_WHAT THIS TASK INVOLVES_
Exactly as it appears, restate the whole listing.

_DATA TO EXAMINE_
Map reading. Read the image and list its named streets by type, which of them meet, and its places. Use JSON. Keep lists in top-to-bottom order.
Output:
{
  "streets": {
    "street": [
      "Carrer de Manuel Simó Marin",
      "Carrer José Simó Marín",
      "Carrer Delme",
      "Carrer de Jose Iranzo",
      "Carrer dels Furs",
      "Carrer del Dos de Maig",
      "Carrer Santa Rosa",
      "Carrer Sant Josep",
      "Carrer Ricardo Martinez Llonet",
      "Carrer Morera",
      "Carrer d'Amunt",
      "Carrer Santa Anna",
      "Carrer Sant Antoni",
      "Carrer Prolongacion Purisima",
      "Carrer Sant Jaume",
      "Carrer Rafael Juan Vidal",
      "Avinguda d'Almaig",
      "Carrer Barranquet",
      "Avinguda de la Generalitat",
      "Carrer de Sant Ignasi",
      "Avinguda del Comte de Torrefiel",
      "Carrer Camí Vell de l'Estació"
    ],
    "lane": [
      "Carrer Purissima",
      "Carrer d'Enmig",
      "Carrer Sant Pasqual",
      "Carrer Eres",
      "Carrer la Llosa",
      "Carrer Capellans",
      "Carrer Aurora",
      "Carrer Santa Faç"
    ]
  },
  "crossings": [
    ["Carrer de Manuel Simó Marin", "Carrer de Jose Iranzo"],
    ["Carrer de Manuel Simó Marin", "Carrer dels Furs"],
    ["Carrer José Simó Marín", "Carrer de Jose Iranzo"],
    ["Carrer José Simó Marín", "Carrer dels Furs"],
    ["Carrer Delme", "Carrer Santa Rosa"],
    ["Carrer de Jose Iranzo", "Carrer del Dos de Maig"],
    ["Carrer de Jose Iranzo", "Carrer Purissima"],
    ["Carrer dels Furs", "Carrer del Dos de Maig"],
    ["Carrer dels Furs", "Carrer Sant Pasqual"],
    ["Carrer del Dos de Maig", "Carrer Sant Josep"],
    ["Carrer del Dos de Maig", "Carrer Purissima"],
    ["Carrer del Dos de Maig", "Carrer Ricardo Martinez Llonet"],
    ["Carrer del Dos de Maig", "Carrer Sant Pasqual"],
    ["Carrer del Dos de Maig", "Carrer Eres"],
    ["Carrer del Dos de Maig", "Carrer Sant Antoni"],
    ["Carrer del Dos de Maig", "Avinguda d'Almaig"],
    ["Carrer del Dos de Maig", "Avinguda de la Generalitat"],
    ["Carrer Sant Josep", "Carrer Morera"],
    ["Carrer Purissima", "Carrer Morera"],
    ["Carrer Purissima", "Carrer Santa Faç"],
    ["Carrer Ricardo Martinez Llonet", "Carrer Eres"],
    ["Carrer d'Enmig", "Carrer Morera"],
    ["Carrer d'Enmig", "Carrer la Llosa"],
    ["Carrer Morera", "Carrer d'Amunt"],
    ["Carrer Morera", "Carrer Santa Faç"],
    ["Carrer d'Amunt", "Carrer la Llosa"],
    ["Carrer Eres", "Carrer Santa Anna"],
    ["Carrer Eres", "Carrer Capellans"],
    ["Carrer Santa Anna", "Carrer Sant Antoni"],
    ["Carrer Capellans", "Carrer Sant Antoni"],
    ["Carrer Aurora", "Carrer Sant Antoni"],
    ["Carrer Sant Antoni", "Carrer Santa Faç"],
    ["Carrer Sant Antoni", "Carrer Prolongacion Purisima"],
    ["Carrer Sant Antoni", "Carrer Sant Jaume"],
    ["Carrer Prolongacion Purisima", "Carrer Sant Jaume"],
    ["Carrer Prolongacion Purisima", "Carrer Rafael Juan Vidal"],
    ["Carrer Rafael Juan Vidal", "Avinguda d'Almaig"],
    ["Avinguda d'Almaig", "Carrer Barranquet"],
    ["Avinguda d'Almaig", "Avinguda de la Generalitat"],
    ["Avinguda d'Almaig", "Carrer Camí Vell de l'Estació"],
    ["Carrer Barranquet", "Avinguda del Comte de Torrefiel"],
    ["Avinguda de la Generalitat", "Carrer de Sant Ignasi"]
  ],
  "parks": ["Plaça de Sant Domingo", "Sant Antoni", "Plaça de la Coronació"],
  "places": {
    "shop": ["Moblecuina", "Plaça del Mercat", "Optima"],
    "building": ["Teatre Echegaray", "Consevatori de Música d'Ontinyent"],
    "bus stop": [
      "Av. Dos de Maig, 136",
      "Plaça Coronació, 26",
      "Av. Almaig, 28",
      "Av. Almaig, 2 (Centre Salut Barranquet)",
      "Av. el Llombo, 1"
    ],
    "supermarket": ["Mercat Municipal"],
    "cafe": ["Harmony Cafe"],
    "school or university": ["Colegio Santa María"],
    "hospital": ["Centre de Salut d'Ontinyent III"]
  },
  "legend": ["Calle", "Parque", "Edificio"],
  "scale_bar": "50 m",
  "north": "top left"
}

_RESPONSE BOX_
Map reading. Read the image and list its named streets by type, which of them meet, and its places. Use JSON. Keep lists in top-to-bottom order.
Output:
{
  "streets": {
    "street": [
      "Carrer de Manuel Simó Marin",
      "Carrer José Simó Marín",
      "Carrer Delme",
      "Carrer de Jose Iranzo",
      "Carrer dels Furs",
      "Carrer del Dos de Maig",
      "Carrer Santa Rosa",
      "Carrer Sant Josep",
      "Carrer Ricardo Martinez Llonet",
      "Carrer Morera",
      "Carrer d'Amunt",
      "Carrer Santa Anna",
      "Carrer Sant Antoni",
      "Carrer Prolongacion Purisima",
      "Carrer Sant Jaume",
      "Carrer Rafael Juan Vidal",
      "Avinguda d'Almaig",
      "Carrer Barranquet",
      "Avinguda de la Generalitat",
      "Carrer de Sant Ignasi",
      "Avinguda del Comte de Torrefiel",
      "Carrer Camí Vell de l'Estació"
    ],
    "lane": [
      "Carrer Purissima",
      "Carrer d'Enmig",
      "Carrer Sant Pasqual",
      "Carrer Eres",
      "Carrer la Llosa",
      "Carrer Capellans",
      "Carrer Aurora",
      "Carrer Santa Faç"
    ]
  },
  "crossings": [
    ["Carrer de Manuel Simó Marin", "Carrer de Jose Iranzo"],
    ["Carrer de Manuel Simó Marin", "Carrer dels Furs"],
    ["Carrer José Simó Marín", "Carrer de Jose Iranzo"],
    ["Carrer José Simó Marín", "Carrer dels Furs"],
    ["Carrer Delme", "Carrer Santa Rosa"],
    ["Carrer de Jose Iranzo", "Carrer del Dos de Maig"],
    ["Carrer de Jose Iranzo", "Carrer Purissima"],
    ["Carrer dels Furs", "Carrer del Dos de Maig"],
    ["Carrer dels Furs", "Carrer Sant Pasqual"],
    ["Carrer del Dos de Maig", "Carrer Sant Josep"],
    ["Carrer del Dos de Maig", "Carrer Purissima"],
    ["Carrer del Dos de Maig", "Carrer Ricardo Martinez Llonet"],
    ["Carrer del Dos de Maig", "Carrer Sant Pasqual"],
    ["Carrer del Dos de Maig", "Carrer Eres"],
    ["Carrer del Dos de Maig", "Carrer Sant Antoni"],
    ["Carrer del Dos de Maig", "Avinguda d'Almaig"],
    ["Carrer del Dos de Maig", "Avinguda de la Generalitat"],
    ["Carrer Sant Josep", "Carrer Morera"],
    ["Carrer Purissima", "Carrer Morera"],
    ["Carrer Purissima", "Carrer Santa Faç"],
    ["Carrer Ricardo Martinez Llonet", "Carrer Eres"],
    ["Carrer d'Enmig", "Carrer Morera"],
    ["Carrer d'Enmig", "Carrer la Llosa"],
    ["Carrer Morera", "Carrer d'Amunt"],
    ["Carrer Morera", "Carrer Santa Faç"],
    ["Carrer d'Amunt", "Carrer la Llosa"],
    ["Carrer Eres", "Carrer Santa Anna"],
    ["Carrer Eres", "Carrer Capellans"],
    ["Carrer Santa Anna", "Carrer Sant Antoni"],
    ["Carrer Capellans", "Carrer Sant Antoni"],
    ["Carrer Aurora", "Carrer Sant Antoni"],
    ["Carrer Sant Antoni", "Carrer Santa Faç"],
    ["Carrer Sant Antoni", "Carrer Prolongacion Purisima"],
    ["Carrer Sant Antoni", "Carrer Sant Jaume"],
    ["Carrer Prolongacion Purisima", "Carrer Sant Jaume"],
    ["Carrer Prolongacion Purisima", "Carrer Rafael Juan Vidal"],
    ["Carrer Rafael Juan Vidal", "Avinguda d'Almaig"],
    ["Avinguda d'Almaig", "Carrer Barranquet"],
    ["Avinguda d'Almaig", "Avinguda de la Generalitat"],
    ["Avinguda d'Almaig", "Carrer Camí Vell de l'Estació"],
    ["Carrer Barranquet", "Avinguda del Comte de Torrefiel"],
    ["Avinguda de la Generalitat", "Carrer de Sant Ignasi"]
  ],
  "parks": ["Plaça de Sant Domingo", "Sant Antoni", "Plaça de la Coronació"],
  "places": {
    "shop": ["Moblecuina", "Plaça del Mercat", "Optima"],
    "building": ["Teatre Echegaray", "Consevatori de Música d'Ontinyent"],
    "bus stop": [
      "Av. Dos de Maig, 136",
      "Plaça Coronació, 26",
      "Av. Almaig, 28",
      "Av. Almaig, 2 (Centre Salut Barranquet)",
      "Av. el Llombo, 1"
    ],
    "supermarket": ["Mercat Municipal"],
    "cafe": ["Harmony Cafe"],
    "school or university": ["Colegio Santa María"],
    "hospital": ["Centre de Salut d'Ontinyent III"]
  },
  "legend": ["Calle", "Parque", "Edificio"],
  "scale_bar": "50 m",
  "north": "top left"
}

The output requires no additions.